The analyst’s worries are two-pronged. First, a roughly 20 per cent run in PayPal’s stock year-to-date, compared to the S&P 500’s 8 per cent gains. And second, the company’s Q4 results set for later this week. Davis is bracing for a disappointing 2023 revenue outlook, blaming flat-to-negative growth for branded checkout.

He expects PayPal’s 2023 revenue growth outlook to be in the 6-7 per cent range, below Wall Street estimates of up close to 9 per cent. He is not alone. Harshita Rawat of Bernstein reportedly believes PayPal will “modestly” fall short of 2023 revenue expectations.

Davis' outlook is not all bad. He expects PayPal to beat Q4 expectations on both the top and bottom lines amid a weaker USD and opex that remains in check. However, investors will likely be focused on the 2023 revenue picture, and here’s where the analyst expects PayPal will disappoint.

As a result, it could be deja vu all over again for PayPal.

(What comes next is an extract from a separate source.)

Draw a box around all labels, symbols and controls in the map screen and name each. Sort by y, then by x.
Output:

The company has been feeling the heat from competitors, particularly Apple Pay, which has been taking market share and wreaking havoc on PYPL shares.

“[We] believe the burden of proof has shifted to PYPL and fear the 2023 revenue outlook won’t help,” Davis said in a note obtained by AltFi.

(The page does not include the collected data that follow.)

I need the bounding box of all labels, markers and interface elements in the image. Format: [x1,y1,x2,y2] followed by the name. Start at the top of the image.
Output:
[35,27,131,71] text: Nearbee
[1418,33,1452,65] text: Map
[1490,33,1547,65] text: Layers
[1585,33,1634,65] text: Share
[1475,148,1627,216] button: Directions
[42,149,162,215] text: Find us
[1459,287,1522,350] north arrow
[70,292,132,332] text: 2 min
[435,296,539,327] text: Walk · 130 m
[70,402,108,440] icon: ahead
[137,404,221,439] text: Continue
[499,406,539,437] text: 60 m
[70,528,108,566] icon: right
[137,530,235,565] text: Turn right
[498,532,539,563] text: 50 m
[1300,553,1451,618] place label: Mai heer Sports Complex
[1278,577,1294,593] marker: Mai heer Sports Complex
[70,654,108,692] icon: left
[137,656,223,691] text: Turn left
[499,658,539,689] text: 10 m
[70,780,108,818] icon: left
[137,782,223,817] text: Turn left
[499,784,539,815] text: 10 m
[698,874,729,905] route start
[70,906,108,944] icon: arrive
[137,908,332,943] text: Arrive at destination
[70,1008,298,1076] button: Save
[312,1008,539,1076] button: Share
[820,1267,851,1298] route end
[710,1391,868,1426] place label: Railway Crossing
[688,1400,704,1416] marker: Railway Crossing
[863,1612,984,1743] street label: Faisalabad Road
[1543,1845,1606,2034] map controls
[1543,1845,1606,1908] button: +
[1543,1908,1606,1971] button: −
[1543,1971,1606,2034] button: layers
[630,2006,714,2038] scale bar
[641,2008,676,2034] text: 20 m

PayPal still has a bigger piece of the global e-commerce pie vs. Apple, at 16 per cent compared to 5 per cent, respectively, as per Deutsche Bank. Analysts at the firm suggest investors will be able to tell if PayPal is losing market share by paying attention to its payments volume tied to merchants. 

PayPal’s cost cuts of an estimated $170m from the recently announced layoffs should help to offset any weakness the company experiences in its top line this year. This should ultimately trickle down to earnings growth, too. However, it might be too little too late for what Davis expects will be a “share loss narrative” that is only going to get louder for PYPL.  

One potential catalyst that could buoy PayPal stock is its $15bn share buyback announced last year, with an estimated $4bn completed in 2022. PayPal reports earnings on Thursday.